Thursday, September 23, 2010
A Lighthearted Look at Ideology vs. Reality
A Lighthearted Look at Ideology vs. Reality
Dan Kennedy
Thu, Sep, 23, 2010
In a 1993 contest, Swedish newspaper Expressen gave $1,250 to five expert stock market analysts and to one chimpanzee, named Ola. They were all free to invest in the market as they wished for a contest to see who could produce the best profit in 30 days. The four analysts used their expertise. Ola threw darts at the financial page. One month later, Ola was $190.00 richer – and the winner of the competition.
This sort of thing should keep us all skeptical about experts, analysts, academics. I happen to be an expert, so I know from personal experience how often we can be beat by chimps throwing darts.

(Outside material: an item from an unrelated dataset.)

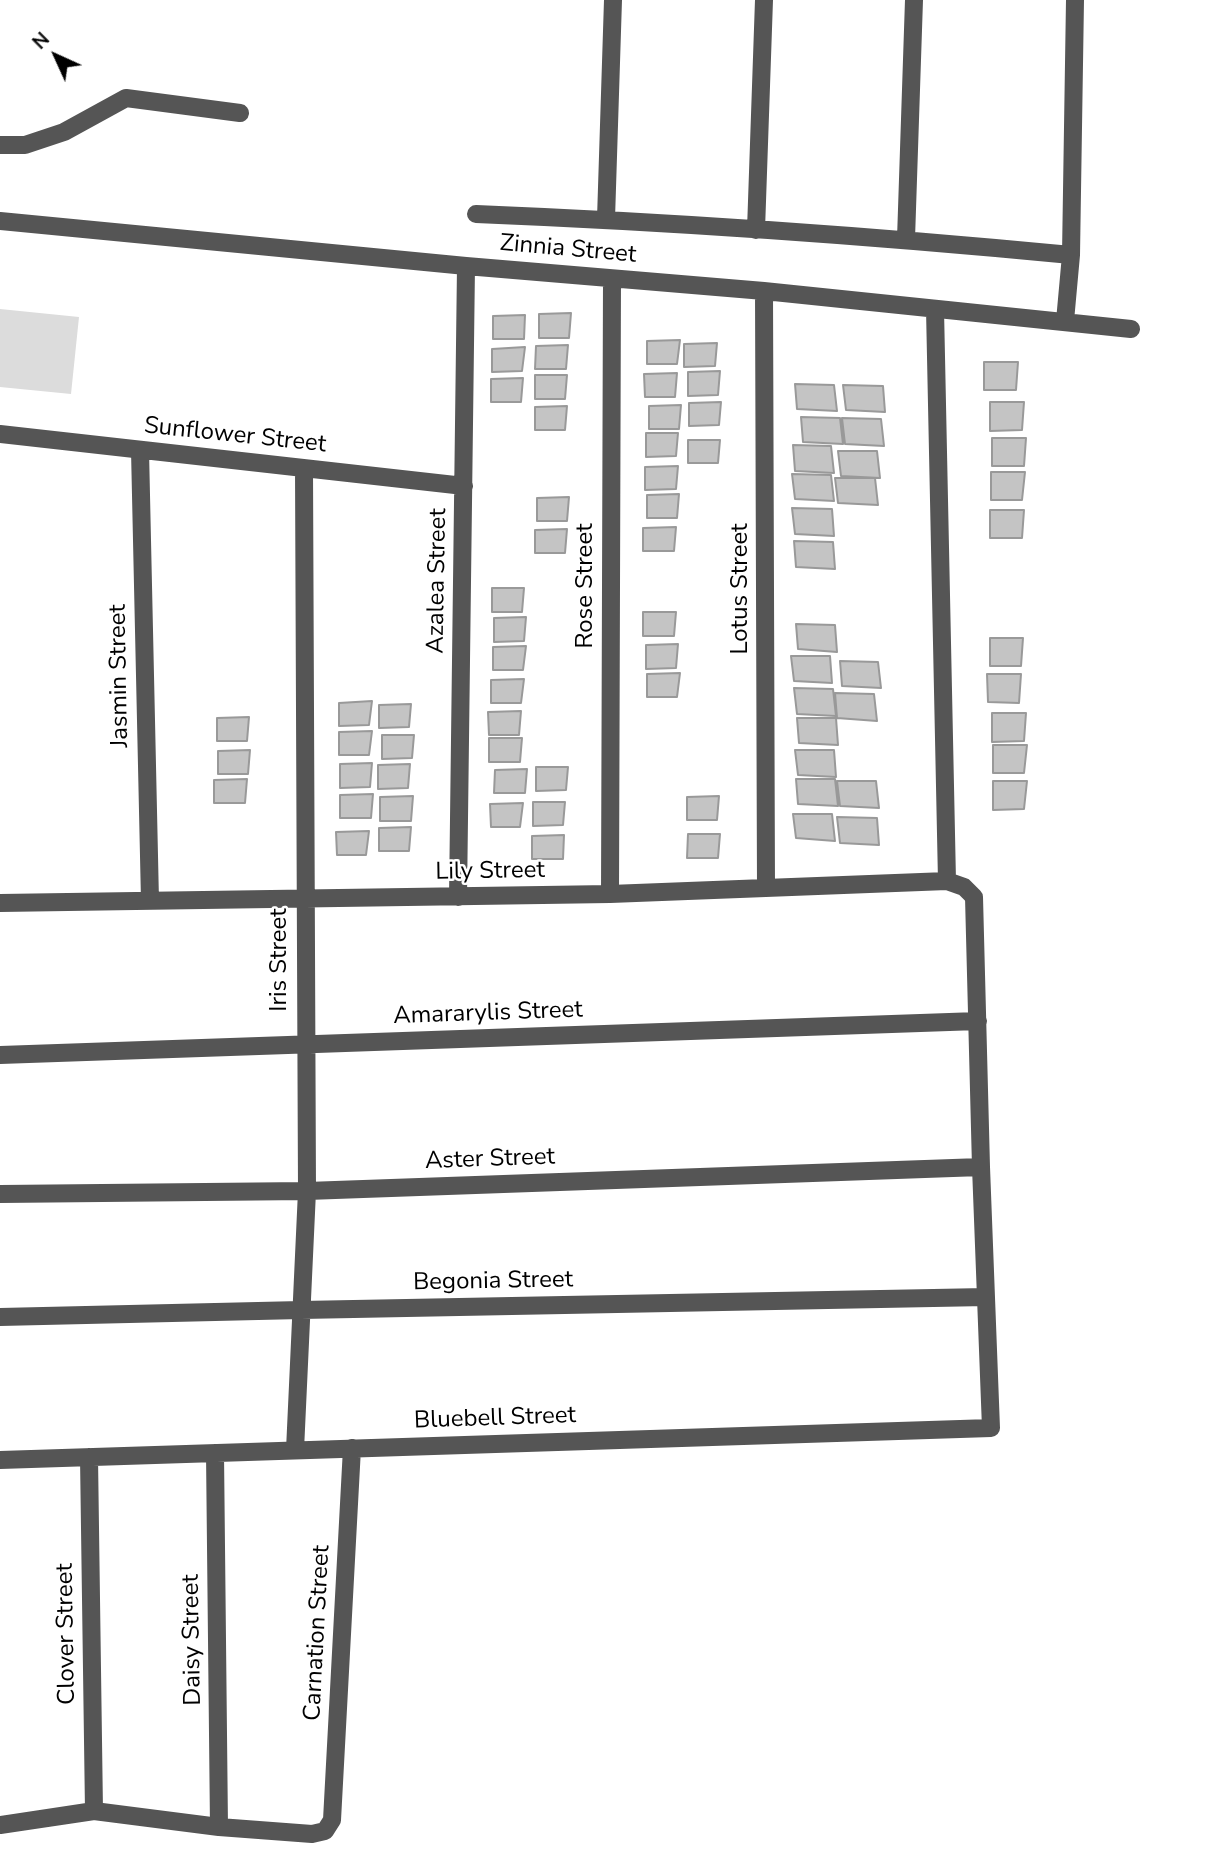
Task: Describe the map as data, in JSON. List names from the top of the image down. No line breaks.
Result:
{"streets":{"street":["Zinnia Street","Sunflower Street","Azalea Street","Rose Street","Lotus Street","Jasmin Street","Lily Street","Iris Street","Amararylis Street","Aster Street","Begonia Street","Bluebell Street","Carnation Street","Clover Street","Daisy Street"]},"crossings":[["Zinnia Street","Azalea Street"],["Zinnia Street","Rose Street"],["Zinnia Street","Lotus Street"],["Sunflower Street","Azalea Street"],["Sunflower Street","Jasmin Street"],["Sunflower Street","Iris Street"],["Azalea Street","Lily Street"],["Rose Street","Lily Street"],["Lotus Street","Lily Street"],["Jasmin Street","Lily Street"],["Lily Street","Iris Street"],["Iris Street","Amararylis Street"],["Iris Street","Aster Street"],["Iris Street","Begonia Street"],["Iris Street","Bluebell Street"],["Begonia Street","Bluebell Street"],["Bluebell Street","Carnation Street"],["Bluebell Street","Clover Street"],["Bluebell Street","Daisy Street"],["Carnation Street","Daisy Street"]],"north":"top left"}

Unfortunately, President Obama and his expert economists seem entirely unwilling to admit they’re being made monkeys of by economic reality: no matter how much you cherish your Keynesian theories and redistributionist ideology, markets and people respond to actual situations. Businesspeople won’t spend or invest, the rich will withdraw their money, and consumers will reign in spending when everybody is daily threatened with new uncertainty, new taxes, new confiscation and re-distribution and social engineering schemes.
In scrounging for any good news about the economy, I found an article in The New York Times (August 5) reporting on the fast-growing trend of big name, fancy-pants law firms outsourcing legal work to India to avoid their customary hiring of U.S. law school grads to get their start doing legal research and other grunt work. According to the article, the number of legal outsourcing firms in India has grown from 40 to 140 in five years, with revenues up 38 percent from 2008 to the present $440-million. If there has to be high and rising domestic unemployment, I’m sure most business owners and entrepreneurs reading this will join me in approval of it hitting lawyers. Shakespeare wrote, famously, “First, let’s kill all the lawyers” – which I have considered on numerous occasions, dissuaded only by it being a crime. But maybe we can outsource all their work and send them all in search of honest jobs. Now here’s some globalism worthy of our support.

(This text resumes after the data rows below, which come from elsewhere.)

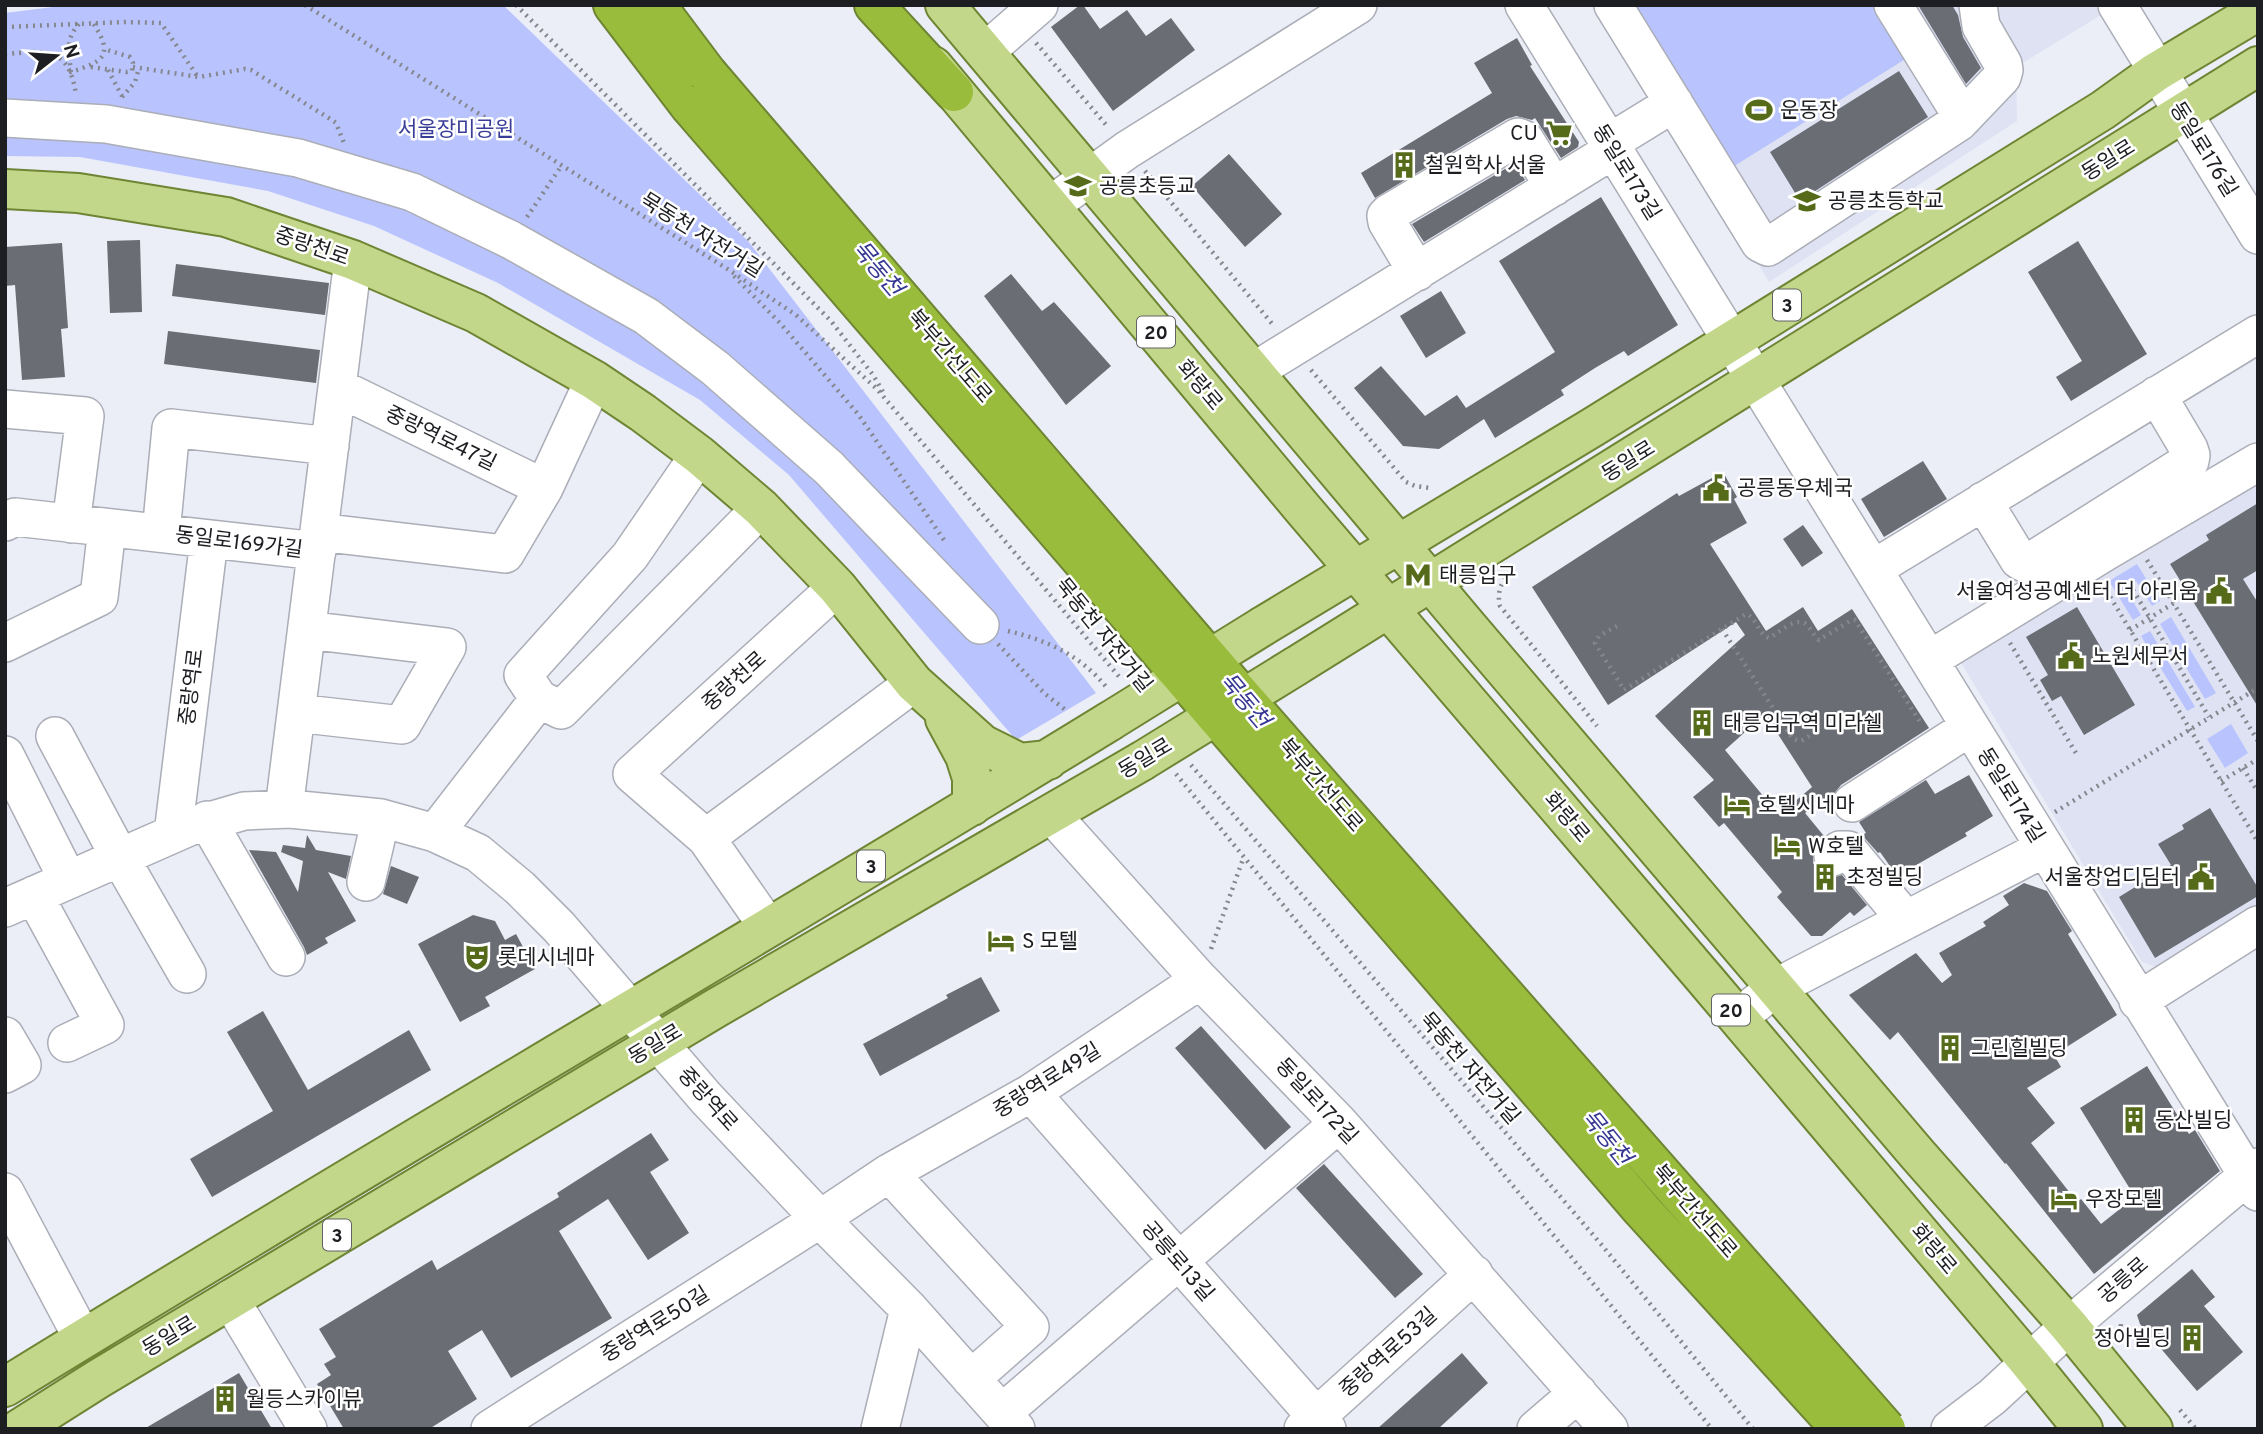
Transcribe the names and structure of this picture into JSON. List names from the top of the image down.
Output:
{
  "streets": {
    "highway": ["북부간선도로"],
    "main road": [
      "동일로",
      "중랑천로",
      "3",
      "20",
      "화랑로"
    ],
    "street": [
      "동일로176길",
      "동일로173길",
      "중랑역로47길",
      "동일로169가길",
      "중랑역로",
      "동일로174길",
      "중랑역로49길",
      "동일로172길",
      "공릉로13길",
      "공릉로",
      "중랑역로50길",
      "중랑역로53길"
    ],
    "path": ["묵동천 자전거길"]
  },
  "crossings": [
    ["동일로176길", "동일로"],
    ["동일로", "동일로173길"],
    ["동일로", "20"],
    ["동일로", "화랑로"],
    ["동일로", "중랑역로"],
    ["동일로", "동일로174길"],
    ["동일로", "동일로172길"],
    ["동일로173길", "동일로174길"],
    ["20", "공릉로"],
    ["화랑로", "공릉로"],
    ["동일로169가길", "중랑역로"],
    ["중랑역로", "중랑역로49길"],
    ["중랑역로", "동일로172길"],
    ["중랑역로", "공릉로13길"],
    ["중랑역로", "중랑역로50길"],
    ["동일로174길", "공릉로"],
    ["중랑역로49길", "동일로172길"],
    ["중랑역로49길", "공릉로13길"],
    ["중랑역로49길", "중랑역로50길"],
    ["동일로172길", "중랑역로53길"],
    ["공릉로13길", "중랑역로53길"]
  ],
  "water": ["묵동천"],
  "parks": ["서울장미공원"],
  "places": {
    "sports": ["운동장"],
    "supermarket": ["CU"],
    "building": [
      "철원학사 서울",
      "태릉입구역 미라쉘",
      "초정빌딩",
      "그린힐빌딩",
      "동산빌딩",
      "정아빌딩",
      "월등스카이뷰"
    ],
    "school or university": ["공릉초등교", "공릉초등학교"],
    "public building": [
      "공릉동우체국",
      "서울여성공예센터 더 아리움",
      "노원세무서",
      "서울창업디딤터"
    ],
    "metro station": ["태릉입구"],
    "hotel": [
      "호텔시네마",
      "W호텔",
      "S 모텔",
      "우장모텔"
    ],
    "theatre": ["롯데시네마"]
  },
  "north": "right"
}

If this weren’t so sad it would be funny: full-page ads in The New Yorker urge businesses to re-locate to Canada. The ads offer the lowest corporate taxes on job-creating businesses in the G-7, the lowest government debt (2.7 percent of GDP target for 2011), and “a dynamic free-market environment.”
The United States of Obama cannot, I’m sorry to say, counter such advertisement. Now even Cuba is shedding government jobs and extricating itself from government ownership of business in grudging admission its ideology is a practical failure. Meanwhile, our president wages war against private enterprise, seeks dominion over entire industries, and moves toward unprecedented micro-managerial dictating to small businesses of almost every stripe. It took the Castro brothers a nearly interminable time to face their reality.
Fortunately, we still have real elections here. But it’s going to be awhile before we can again advertise the United States as offering a dynamic, free market, pro-business, pro-success environment.